Something changes when you stop treating your prospect list as a static thing you email until it goes cold, and start treating it as a live feed of companies that are actively moving, changing, and signaling that they have a problem you can solve. 

That's the mindset shift behind Clay prospecting, and it's why the teams getting the best results from outbound aren't necessarily the ones with the biggest lists or the most polished sequences.

And that's exactly what we help B2B companies do at Hypergen. We find the right signals for your specific market, build the Clay prospecting workflow around your ICP, and make sure your reps are reaching out at exactly the right moment. 

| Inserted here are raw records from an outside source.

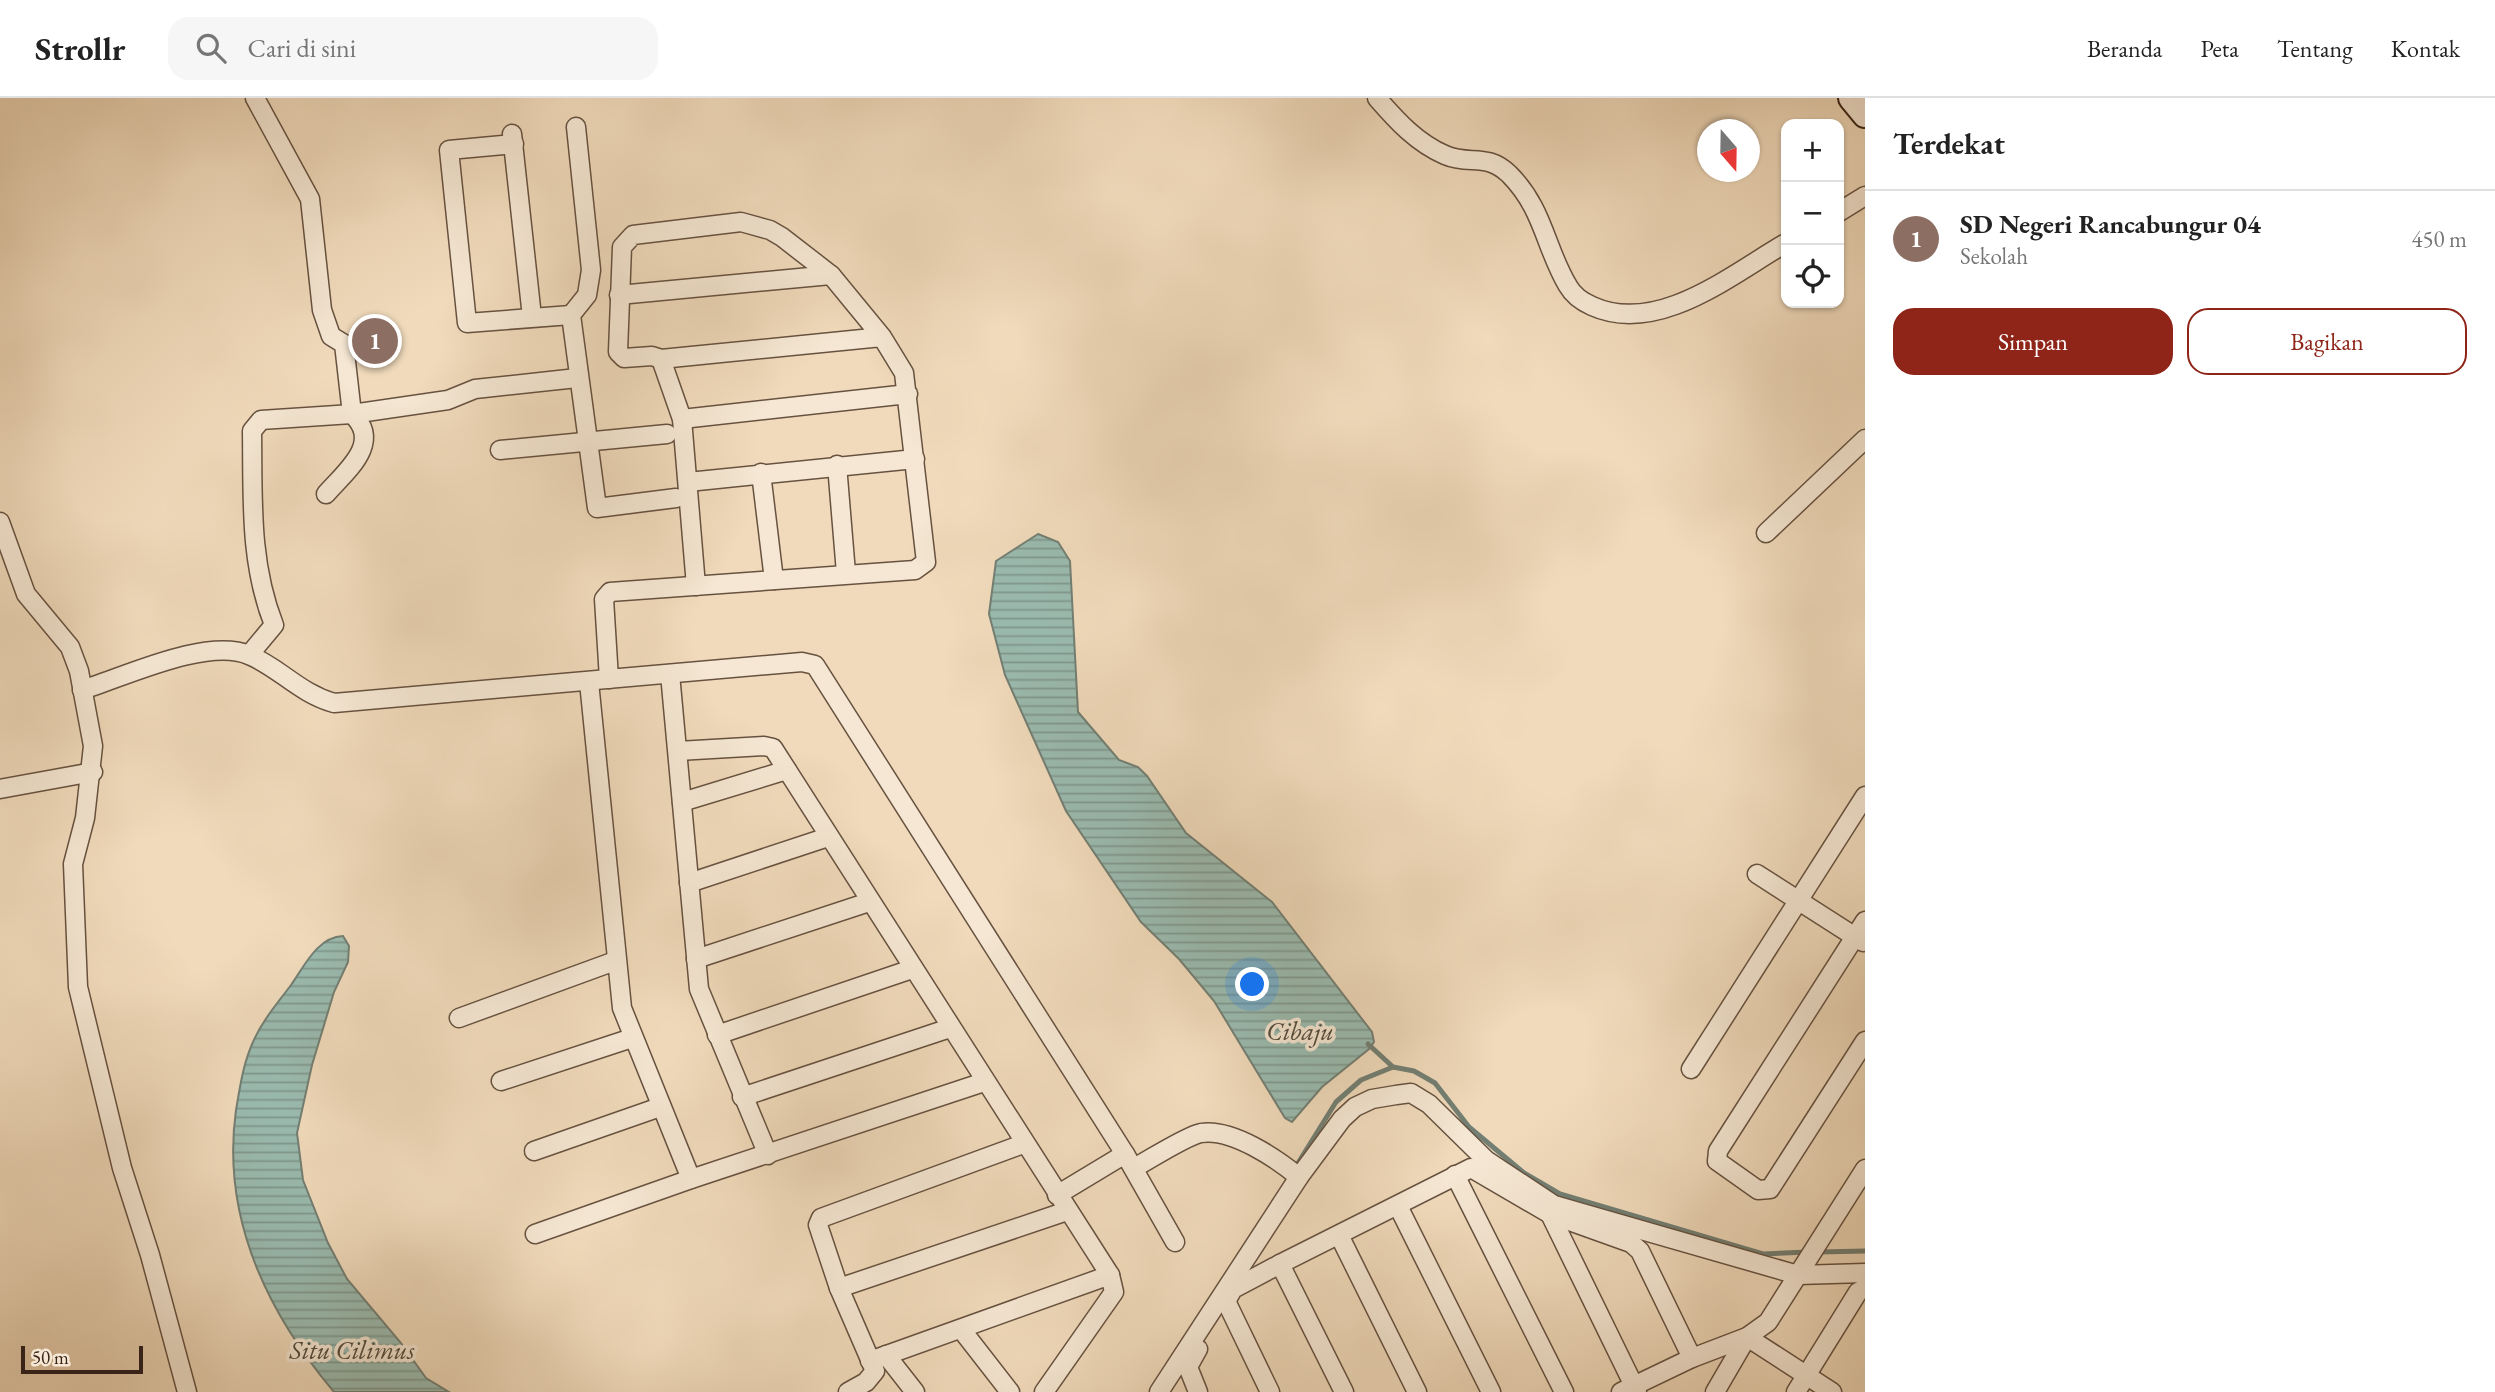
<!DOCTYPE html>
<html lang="id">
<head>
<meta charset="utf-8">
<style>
	:root { --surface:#fff; --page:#f6f6f6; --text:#222; --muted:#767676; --line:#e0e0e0; --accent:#8f2418 }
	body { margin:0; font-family:"EB Garamond",serif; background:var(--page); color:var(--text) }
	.controls { position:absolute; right:21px; top:21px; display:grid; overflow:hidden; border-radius:14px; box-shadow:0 2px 5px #0004 }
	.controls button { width:63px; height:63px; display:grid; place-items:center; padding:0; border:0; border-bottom:2px solid var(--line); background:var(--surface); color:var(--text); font:35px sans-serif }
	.compass { position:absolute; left:1697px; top:21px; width:63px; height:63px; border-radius:50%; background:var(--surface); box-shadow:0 2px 5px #0004; rotate:160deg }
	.scale { position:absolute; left:21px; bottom:18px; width:122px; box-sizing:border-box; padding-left:7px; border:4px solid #392417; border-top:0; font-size:19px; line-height:24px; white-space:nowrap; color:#392417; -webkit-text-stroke:5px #f5e7d3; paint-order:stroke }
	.you { position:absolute; left:1253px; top:887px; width:24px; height:24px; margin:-18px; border:5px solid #fff; border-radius:50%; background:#1a73e8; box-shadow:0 0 0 10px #1a73e833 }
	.badge { display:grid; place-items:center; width:46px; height:46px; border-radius:50%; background:var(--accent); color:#fff; font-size:23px; font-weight:700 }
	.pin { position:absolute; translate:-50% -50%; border:4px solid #fff; box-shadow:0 2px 7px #0006 }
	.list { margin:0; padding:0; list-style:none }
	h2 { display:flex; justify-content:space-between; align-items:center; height:91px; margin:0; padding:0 28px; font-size:30px }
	h2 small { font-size:23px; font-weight:400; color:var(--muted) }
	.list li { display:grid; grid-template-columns:46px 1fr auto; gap:21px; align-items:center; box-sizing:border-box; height:98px; padding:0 28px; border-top:2px solid var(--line) }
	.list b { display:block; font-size:26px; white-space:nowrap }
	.list p { margin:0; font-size:23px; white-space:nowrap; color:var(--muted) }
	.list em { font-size:23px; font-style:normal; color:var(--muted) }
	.actions { display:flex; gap:14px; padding:21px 28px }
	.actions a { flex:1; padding:16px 0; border:2px solid var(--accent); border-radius:21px; text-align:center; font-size:24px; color:var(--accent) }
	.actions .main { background:var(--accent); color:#fff }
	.icon { flex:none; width:38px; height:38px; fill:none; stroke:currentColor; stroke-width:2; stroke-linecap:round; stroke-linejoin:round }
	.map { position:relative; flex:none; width:1865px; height:1294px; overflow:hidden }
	header { display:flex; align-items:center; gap:42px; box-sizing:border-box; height:98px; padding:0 35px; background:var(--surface); border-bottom:2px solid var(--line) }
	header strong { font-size:33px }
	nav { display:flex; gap:38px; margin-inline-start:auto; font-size:24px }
	.search { width:490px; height:63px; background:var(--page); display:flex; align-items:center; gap:18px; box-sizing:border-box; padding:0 24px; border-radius:21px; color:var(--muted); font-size:26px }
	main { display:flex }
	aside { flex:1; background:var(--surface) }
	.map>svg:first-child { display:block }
	.water { fill:url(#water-rules); stroke:#737f73; stroke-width:2 }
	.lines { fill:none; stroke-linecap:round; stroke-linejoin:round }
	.stream { stroke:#737f73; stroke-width:5 }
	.minor-casing { stroke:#675240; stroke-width:21 }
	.secondary-casing { stroke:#392417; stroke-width:28 }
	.minor { stroke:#f5e7d3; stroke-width:18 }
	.secondary { stroke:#f5e7d3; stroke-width:24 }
	.labels { text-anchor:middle; stroke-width:7; stroke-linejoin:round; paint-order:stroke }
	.water-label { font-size:26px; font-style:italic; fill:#514a3d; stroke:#f5e7d3 }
</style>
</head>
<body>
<header>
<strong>Strollr</strong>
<div class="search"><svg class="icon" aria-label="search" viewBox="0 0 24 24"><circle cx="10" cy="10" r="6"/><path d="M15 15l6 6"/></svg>Cari di sini</div>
<nav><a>Beranda</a><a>Peta</a><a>Tentang</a><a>Kontak</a></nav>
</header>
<main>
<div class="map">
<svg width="1865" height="1294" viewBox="0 0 1865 1294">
	<defs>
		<pattern id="water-rules" width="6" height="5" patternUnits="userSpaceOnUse" patternTransform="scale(1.75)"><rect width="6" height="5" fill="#9abbb0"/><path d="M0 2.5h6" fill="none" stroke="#7f988e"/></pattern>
	</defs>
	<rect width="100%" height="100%" fill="#f0dabb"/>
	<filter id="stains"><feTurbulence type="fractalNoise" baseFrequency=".00286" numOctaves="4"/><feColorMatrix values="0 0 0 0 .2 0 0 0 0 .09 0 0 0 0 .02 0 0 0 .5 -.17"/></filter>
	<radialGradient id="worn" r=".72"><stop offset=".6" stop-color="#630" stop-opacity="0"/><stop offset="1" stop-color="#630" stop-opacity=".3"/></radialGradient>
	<g class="water">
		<polygon points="1038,436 1058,444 1070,463 1078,614 1119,662 1138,669 1147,678 1186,735 1272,804 1372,934 1374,944 1369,951 1322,989 1292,1024 1285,1020 1214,903 1179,861 1141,824 1066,713 1005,577 989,516 996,463"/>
		<path d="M343 838 349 848 348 864 334 894 312 967 297 1035 303 1082 328 1145 347 1181 401 1245 426 1280 449 1294H334C266 1213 221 1119 236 1012 240 989 243 966 253 944 262 923 277 906 291 887 304 869 317 839 343 838Z"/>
	</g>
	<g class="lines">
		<g class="stream">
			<polyline points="1368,946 1393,969"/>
			<polyline points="1295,1070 1336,1004 1361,982 1393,969 1414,973 1435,985 1469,1029 1524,1075 1560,1096 1763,1156 1808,1154"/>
			<polyline points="1818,1154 1865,1153"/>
		</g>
		<defs>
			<g id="minor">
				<path d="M1377 0C1397 23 1417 45 1445 57 1470 68 1486 54 1509 76 1544 111 1545 150 1568 188 1573 197 1583 204 1592 208 1658 238 1732 176 1786 145"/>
				<polyline points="576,29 591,172 587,197 571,217 597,410 676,400"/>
				<polyline points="512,36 532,219"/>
				<polyline points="514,46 449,52 467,225 571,217"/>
				<polyline points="1839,114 1865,98"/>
				<polyline points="619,197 831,177"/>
				<polyline points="661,261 682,321 696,488"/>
				<polyline points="352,316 448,302 475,291 577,280"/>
				<polyline points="682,321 908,296"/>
				<polyline points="500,352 667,336"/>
				<polyline points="837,367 846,475"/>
				<polyline points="761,375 774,482"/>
				<polyline points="688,384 915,361"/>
				<path d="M326 396C346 373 383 345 352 316"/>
				<polyline points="0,424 26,496 70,549 79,573 93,648 85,720 73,766 78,889 122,1070 150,1157 187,1294"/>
				<polyline points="1766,435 1865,341"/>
				<path d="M249 557 274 527C249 464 253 400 252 333L261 322 352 316 344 246 331 238 322 212 310 101 255 0"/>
				<polyline points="670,576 699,891 768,1057"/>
				<polyline points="609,581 604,501 610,494 915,472 926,464 904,275 882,239 831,177 782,139 770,132 741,124 633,137 622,149 618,254 624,260 652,258 661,261 882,239"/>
				<polyline points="589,584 622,910 691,1081"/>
				<path d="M82 592C124 579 207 539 249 557 280 570 299 595 334 605L802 564 815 567 1125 1056 1175 1144"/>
				<polyline points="678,653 764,648 773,650 1110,1177 1114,1194 1044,1294"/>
				<polyline points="0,691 93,674"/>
				<polyline points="682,704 787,672"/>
				<polyline points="1757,776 1863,844"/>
				<polyline points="689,785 828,739"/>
				<polyline points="1865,823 1718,1053 1717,1063 1758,1092 1770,1091 1865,943"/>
				<polyline points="696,861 869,804"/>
				<polyline points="459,920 615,863"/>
				<polyline points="717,937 912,871"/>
				<polyline points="1691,971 1865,698"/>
				<polyline points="501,983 632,940"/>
				<polyline points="742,999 950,930"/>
				<polyline points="534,1053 660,1009"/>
				<path d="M1134 1070C1149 1062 1186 1038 1201 1035 1232 1030 1277 1061 1299 1079"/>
				<polyline points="1455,1077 1564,1294"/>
				<polyline points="1057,1097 1125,1056"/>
				<polyline points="1398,1108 1491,1294"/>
				<polyline points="1550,1116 1637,1294"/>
				<polyline points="535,1136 691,1081 984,984"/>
				<polyline points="1339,1137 1417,1294"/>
				<polyline points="1280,1166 1471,1070 1550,1116 1631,1145 1640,1153 1692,1260"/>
				<polyline points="839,1190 1067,1113"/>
				<polyline points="1228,1200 1233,1191 1280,1166 1344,1294"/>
				<polyline points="1226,1203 1270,1294"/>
				<polyline points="961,1231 1010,1294"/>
				<polyline points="886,1257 915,1294"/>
				<polyline points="870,1263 1110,1177"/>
				<polyline points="848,1294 866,1284 875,1273 839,1190 818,1127 821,1120 1023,1046"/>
				<polyline points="1159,1294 1299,1079 1342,1021 1355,1009 1372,1001 1396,997 1411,995 1429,1006 1486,1062 1554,1107 1798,1177 1865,1175"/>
				<polyline points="1198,1294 1188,1269 1198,1251"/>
				<polyline points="1621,1294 1692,1260 1747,1239 1768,1224 1865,1071"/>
				<polyline points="1715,1294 1747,1239 1832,1294"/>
				<polyline points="1796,1294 1858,1194 1865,1190"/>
			</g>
			<polyline id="secondary" points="1851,0 1865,17"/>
		</defs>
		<use href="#minor" class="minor-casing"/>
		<use href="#secondary" class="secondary-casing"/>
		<use href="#minor" class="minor"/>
		<use href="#secondary" class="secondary"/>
	</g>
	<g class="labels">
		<g class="water-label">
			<text x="1300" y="942">Cibaju</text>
			<text x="352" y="1261">Situ Cilimus</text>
		</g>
	</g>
	<rect width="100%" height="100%" filter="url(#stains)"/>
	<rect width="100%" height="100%" fill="url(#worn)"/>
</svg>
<div class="controls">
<button>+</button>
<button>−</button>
<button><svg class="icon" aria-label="locate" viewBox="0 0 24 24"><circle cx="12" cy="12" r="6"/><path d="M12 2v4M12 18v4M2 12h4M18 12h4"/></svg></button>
</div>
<svg class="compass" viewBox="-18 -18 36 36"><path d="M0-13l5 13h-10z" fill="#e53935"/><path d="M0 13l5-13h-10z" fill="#767676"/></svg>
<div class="scale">50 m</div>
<div class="you"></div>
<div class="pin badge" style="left:375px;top:243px;background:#8d6e63">1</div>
</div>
<aside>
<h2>Terdekat<small></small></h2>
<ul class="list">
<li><span class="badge" style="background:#8d6e63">1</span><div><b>SD Negeri Rancabungur 04</b><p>Sekolah</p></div><em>450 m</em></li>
</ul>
<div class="actions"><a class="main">Simpan</a><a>Bagikan</a></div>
</aside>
</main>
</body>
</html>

So if that sounds like what your pipeline is missing, let's talk.

91% of cold emails get ignored. Yours don't have to.
We handle everything: the list, the copy, the sequences, and the follow-ups that know when to push and when to pivot. You get the meetings. We handle everything that creates them.

Frequently asked questions

What data sources does Clay use for prospecting?

Clay connects to 150+ providers including Apollo, Clearbit, Prospeo, Hunter, BuiltWith, LinkedIn, Crunchbase, and ZoomInfo. It chains them in waterfall logic: if one provider doesn't return a verified result, the next one runs automatically. This consistently outperforms any single source on match rates and data freshness.

What is the difference between Clay and a traditional lead gen tool?

Traditional tools give you a static snapshot: filter, export, send, repeat. Clay continuously monitors target accounts for real-time buying signals and updates your list the moment behavior changes. Your outreach is triggered by what's happening right now, not what was true 60 days ago.

How does Clay integrate with HubSpot and Salesforce?

Clay has native integrations for both. You can push enriched leads, sync custom field values, and trigger workflows in either direction. It preserves signal context in the CRM record, so you can see exactly which trigger fired and when.

Can you use Clay without a technical background?

Clay has a real learning curve. Building enrichment waterfalls, writing Claygent prompts, and configuring signal logic takes most teams 4-6 weeks to feel comfortable with. Teams without a dedicated RevOps agency usually work with a specialist agency, since the configuration is where most of the value comes from.

How much does Clay cost for B2B prospecting?

Clay starts free (100 credits/month). Paid plans begin at $185/month (Launch) and $495/month (Growth). Enterprise pricing is custom. Bringing your own API keys cuts data credit costs significantly.